The New Zealand Liberal Party leadership election 1906 was held to choose the next leader of the New Zealand Liberal Party. The election was won by Awarua MP and incumbent deputy leader Joseph Ward.

== Background ==
Richard Seddon had assumed the leadership on the death of John Ballance in 1893. As Ballance's deputy there was little opposition to this and Seddon claimed the leadership (and therefore premiership) initially on an interim basis. However, no formal leadership vote was held and Ballance's preferred successor, Robert Stout was never able to contest the leadership officially. Seddon proved to be a popular figure with the masses and continued to lead the Liberal's for a further 13 years until his death.

Seddon died at sea and William Hall-Jones was acting Prime Minister in his absence at the time.

== Candidates ==

=== Joseph Ward ===
Ward had been a Member of Parliament since 1887 and had been a part of the cabinets of both John Ballance and Richard Seddon. Most saw Ward as Seddon's natural heir. Of all the Liberal MPs, he was the most well known to the public a trait necessary for re-election.

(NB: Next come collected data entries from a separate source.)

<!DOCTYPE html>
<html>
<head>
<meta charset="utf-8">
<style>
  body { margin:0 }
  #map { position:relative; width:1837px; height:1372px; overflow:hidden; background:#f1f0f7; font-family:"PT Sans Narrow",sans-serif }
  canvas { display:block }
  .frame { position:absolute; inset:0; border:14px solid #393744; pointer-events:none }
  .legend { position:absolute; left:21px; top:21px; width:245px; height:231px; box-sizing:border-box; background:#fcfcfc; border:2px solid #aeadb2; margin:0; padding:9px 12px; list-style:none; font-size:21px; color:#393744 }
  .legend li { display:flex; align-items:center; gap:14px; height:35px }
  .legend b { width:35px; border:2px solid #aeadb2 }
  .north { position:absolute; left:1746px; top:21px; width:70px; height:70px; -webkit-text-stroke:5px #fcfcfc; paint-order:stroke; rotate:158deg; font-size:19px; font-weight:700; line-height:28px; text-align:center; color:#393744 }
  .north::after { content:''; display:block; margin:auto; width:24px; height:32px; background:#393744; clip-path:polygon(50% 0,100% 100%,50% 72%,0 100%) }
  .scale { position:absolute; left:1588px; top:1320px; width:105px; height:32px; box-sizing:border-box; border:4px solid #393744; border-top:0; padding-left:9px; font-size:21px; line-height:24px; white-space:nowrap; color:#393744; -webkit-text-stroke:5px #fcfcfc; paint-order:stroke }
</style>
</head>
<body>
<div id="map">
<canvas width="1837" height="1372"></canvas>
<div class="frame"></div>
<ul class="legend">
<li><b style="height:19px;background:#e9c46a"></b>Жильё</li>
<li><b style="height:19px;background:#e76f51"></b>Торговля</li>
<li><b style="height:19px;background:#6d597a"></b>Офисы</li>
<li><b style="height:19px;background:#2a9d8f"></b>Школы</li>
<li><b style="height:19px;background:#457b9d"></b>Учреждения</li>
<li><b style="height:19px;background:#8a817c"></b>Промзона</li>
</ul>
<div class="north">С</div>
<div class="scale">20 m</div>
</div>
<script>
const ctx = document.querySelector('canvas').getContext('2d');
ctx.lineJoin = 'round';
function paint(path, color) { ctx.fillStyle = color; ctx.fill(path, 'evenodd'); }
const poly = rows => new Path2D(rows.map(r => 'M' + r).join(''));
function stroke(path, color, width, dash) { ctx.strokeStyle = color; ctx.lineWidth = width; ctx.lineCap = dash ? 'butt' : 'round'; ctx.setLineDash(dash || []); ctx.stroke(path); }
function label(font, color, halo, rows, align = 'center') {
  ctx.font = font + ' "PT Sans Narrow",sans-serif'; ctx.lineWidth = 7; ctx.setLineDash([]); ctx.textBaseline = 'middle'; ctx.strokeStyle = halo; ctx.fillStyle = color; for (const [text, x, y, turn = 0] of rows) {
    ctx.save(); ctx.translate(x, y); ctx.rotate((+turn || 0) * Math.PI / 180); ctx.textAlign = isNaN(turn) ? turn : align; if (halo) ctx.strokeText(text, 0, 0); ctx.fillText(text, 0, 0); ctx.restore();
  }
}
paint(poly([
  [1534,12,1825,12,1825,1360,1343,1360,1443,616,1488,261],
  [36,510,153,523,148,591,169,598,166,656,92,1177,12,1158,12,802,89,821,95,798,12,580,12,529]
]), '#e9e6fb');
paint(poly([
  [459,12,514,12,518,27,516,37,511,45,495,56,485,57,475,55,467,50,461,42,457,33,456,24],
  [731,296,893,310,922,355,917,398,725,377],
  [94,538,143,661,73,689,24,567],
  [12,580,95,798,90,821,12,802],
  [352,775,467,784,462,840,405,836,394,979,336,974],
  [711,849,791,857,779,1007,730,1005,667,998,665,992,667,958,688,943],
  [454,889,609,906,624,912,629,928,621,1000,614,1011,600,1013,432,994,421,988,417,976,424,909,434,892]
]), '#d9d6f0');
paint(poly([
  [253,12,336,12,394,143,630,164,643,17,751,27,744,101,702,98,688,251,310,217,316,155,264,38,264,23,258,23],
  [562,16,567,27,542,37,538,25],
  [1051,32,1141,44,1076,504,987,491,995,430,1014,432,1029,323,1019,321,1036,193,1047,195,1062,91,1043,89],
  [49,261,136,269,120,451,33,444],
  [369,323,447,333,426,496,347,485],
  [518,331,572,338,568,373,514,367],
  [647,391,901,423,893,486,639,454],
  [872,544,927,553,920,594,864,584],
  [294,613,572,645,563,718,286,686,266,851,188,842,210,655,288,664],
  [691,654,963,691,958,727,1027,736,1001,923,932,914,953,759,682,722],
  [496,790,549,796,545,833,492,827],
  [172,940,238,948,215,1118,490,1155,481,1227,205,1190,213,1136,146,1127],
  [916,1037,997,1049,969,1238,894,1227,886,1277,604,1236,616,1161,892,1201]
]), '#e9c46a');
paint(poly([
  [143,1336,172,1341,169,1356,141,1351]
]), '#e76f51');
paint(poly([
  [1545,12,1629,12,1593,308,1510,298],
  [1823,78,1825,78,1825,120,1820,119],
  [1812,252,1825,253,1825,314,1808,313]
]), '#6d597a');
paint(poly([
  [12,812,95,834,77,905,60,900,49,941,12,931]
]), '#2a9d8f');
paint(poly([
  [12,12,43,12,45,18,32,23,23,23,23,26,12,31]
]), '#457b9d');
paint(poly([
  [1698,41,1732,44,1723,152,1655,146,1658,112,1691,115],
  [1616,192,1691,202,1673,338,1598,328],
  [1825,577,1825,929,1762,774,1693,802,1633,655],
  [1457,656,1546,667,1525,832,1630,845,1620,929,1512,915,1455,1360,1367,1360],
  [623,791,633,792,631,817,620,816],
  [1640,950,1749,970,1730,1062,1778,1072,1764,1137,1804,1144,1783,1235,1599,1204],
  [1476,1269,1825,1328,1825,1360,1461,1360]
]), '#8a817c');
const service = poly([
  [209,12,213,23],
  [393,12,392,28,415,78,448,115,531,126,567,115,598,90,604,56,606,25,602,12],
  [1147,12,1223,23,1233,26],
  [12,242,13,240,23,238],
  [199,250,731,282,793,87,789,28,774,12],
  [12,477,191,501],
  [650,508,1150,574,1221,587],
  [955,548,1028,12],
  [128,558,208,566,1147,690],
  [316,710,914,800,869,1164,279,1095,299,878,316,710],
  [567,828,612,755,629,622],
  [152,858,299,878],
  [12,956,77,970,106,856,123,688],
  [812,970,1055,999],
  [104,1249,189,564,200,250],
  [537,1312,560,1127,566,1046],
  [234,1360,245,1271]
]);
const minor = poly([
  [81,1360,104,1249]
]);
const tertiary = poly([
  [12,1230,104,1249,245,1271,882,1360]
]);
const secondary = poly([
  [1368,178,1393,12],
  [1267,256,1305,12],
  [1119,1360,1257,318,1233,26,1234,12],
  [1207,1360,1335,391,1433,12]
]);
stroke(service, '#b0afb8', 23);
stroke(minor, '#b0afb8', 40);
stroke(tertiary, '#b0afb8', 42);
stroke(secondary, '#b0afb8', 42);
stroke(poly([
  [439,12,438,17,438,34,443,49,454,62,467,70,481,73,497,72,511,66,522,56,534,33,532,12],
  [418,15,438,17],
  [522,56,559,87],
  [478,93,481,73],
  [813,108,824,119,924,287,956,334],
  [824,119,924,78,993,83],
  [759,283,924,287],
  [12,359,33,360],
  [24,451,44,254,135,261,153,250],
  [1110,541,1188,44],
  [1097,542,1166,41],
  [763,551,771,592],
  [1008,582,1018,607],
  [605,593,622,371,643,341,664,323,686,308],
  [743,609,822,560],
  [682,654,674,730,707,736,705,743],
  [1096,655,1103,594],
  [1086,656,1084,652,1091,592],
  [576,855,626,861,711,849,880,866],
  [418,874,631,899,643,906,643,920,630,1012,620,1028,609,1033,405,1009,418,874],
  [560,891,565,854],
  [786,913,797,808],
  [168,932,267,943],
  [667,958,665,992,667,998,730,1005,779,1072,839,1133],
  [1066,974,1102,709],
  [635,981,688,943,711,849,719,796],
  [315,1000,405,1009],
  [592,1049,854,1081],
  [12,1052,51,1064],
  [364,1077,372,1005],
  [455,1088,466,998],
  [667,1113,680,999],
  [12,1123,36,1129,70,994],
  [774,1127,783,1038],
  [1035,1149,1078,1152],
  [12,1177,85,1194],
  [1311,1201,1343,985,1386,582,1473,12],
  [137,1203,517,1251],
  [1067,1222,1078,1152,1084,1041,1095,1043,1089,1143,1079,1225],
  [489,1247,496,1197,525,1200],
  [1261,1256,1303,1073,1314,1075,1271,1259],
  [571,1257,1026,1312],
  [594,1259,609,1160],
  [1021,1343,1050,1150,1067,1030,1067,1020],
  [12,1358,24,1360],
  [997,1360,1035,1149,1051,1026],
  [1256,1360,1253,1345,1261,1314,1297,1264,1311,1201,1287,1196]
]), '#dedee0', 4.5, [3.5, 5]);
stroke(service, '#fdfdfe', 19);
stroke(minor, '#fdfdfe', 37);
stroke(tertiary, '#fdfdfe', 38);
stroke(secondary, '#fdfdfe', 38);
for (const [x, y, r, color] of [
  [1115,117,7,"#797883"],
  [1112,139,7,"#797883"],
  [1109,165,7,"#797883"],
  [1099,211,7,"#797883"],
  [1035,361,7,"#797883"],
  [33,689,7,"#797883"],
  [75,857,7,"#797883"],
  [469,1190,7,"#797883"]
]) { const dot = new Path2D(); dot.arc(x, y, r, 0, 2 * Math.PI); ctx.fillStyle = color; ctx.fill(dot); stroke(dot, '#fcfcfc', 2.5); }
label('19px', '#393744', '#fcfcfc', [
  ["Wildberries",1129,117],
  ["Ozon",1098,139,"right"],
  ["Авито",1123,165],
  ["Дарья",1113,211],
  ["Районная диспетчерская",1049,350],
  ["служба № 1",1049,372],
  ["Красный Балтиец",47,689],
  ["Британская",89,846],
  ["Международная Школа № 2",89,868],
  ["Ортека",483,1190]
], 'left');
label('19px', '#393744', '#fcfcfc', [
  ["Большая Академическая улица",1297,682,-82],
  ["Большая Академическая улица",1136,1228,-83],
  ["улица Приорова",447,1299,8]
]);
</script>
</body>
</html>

=== William Hall-Jones ===
Hall-Jones had been left in an awkward position following Seddon's death. While Seddon was in Australia and Ward was in Britain, he was acting Prime Minister. In the confusion following Seddon's death, he informed the Governor General that he had formed a new ministry, near identical to Seddon's, and would only act as Premier until the Liberal caucus elected a new leader. This did nothing to stop speculation in the press that Hall-Jones might abstain from relinquishing power as Seddon had done before him. Ultimately he did not accept nomination for the leadership.

==Result==
As Ward was the only officially nominated candidate, Ward was elected unopposed as leader by the caucus. Hall-Jones continued as acting leader and Prime Minister until Ward returned to New Zealand.

== Aftermath ==
Ward would remain the leader of the Liberal Party until he relinquished the role in 1912, following the disappointing result of the 1911 election.